Data entries:
========================

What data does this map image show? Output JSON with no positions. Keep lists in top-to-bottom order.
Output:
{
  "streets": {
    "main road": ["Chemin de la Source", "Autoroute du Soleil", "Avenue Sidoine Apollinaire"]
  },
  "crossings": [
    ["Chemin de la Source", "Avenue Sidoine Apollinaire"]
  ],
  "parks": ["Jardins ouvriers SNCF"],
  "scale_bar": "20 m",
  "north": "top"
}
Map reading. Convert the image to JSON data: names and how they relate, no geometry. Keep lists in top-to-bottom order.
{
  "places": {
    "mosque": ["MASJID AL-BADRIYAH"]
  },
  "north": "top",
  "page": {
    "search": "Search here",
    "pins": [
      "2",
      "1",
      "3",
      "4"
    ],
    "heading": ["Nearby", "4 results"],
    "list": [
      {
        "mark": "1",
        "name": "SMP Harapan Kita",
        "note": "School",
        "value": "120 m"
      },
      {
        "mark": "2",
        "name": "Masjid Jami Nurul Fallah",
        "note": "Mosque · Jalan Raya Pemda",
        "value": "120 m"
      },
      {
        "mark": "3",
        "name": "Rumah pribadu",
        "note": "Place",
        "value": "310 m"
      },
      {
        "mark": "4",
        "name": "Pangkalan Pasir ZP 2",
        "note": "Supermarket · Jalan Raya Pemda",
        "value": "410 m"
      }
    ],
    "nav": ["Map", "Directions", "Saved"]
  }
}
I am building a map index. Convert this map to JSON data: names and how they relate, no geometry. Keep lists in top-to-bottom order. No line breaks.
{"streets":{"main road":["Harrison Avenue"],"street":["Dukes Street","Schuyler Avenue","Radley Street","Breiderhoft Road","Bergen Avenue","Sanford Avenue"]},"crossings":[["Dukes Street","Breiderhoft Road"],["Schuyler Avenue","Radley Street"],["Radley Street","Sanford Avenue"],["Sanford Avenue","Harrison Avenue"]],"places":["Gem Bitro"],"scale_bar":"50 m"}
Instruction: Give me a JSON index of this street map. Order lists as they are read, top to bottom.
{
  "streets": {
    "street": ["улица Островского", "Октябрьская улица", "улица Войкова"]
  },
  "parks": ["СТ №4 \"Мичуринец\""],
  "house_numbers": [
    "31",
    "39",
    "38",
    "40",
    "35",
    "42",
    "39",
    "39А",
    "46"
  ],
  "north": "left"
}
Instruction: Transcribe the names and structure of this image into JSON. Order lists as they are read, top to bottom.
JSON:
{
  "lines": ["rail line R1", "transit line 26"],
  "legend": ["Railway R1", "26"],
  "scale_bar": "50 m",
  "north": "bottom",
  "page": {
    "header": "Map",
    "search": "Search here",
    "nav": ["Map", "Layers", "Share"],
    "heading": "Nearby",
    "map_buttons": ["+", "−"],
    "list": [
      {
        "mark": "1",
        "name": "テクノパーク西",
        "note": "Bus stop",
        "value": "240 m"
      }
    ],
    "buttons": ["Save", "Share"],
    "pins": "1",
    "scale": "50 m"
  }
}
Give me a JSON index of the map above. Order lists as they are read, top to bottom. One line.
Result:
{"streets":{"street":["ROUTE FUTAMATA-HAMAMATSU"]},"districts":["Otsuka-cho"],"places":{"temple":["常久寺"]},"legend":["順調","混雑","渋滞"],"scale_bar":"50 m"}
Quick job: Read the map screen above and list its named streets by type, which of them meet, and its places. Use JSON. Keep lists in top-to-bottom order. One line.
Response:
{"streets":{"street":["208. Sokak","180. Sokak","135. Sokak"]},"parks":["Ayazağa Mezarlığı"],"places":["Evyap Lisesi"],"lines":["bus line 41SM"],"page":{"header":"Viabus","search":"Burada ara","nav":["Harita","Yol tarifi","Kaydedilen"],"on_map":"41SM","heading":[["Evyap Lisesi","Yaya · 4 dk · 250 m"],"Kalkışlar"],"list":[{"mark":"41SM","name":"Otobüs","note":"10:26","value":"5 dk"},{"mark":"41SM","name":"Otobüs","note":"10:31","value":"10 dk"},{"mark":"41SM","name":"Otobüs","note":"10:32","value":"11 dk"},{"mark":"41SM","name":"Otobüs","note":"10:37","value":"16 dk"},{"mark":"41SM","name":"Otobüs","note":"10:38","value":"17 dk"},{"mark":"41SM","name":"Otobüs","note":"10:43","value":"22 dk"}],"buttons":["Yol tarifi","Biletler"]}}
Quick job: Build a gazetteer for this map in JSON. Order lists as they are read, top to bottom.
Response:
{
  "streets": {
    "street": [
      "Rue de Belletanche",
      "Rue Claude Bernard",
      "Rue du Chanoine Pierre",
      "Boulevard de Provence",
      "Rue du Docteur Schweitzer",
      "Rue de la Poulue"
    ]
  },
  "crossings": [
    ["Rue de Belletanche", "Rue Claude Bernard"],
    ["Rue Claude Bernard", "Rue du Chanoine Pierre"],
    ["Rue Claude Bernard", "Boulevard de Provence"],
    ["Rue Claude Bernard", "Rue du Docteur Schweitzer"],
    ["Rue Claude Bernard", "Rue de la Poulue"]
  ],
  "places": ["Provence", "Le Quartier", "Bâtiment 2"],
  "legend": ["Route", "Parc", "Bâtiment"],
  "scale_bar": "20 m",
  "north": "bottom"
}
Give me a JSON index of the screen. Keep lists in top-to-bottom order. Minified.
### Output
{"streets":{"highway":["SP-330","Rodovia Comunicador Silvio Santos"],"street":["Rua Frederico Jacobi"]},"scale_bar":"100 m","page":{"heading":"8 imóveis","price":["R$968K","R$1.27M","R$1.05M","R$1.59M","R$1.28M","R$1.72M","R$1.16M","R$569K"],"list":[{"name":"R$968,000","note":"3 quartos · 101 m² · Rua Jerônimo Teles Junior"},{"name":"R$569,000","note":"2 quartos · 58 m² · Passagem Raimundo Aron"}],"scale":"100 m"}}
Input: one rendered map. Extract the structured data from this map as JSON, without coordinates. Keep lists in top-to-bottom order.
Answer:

========================

▸ **Aim of the task**:
Across the entries above, find each line with the word "screen" and please copy it out.

▸ **Expected output**:
Quick job: Read the map screen above and list its named streets by type, which of them meet, and its places. Use JSON. Keep lists in top-to-bottom order. One line.
Give me a JSON index of the screen. Keep lists in top-to-bottom order. Minified.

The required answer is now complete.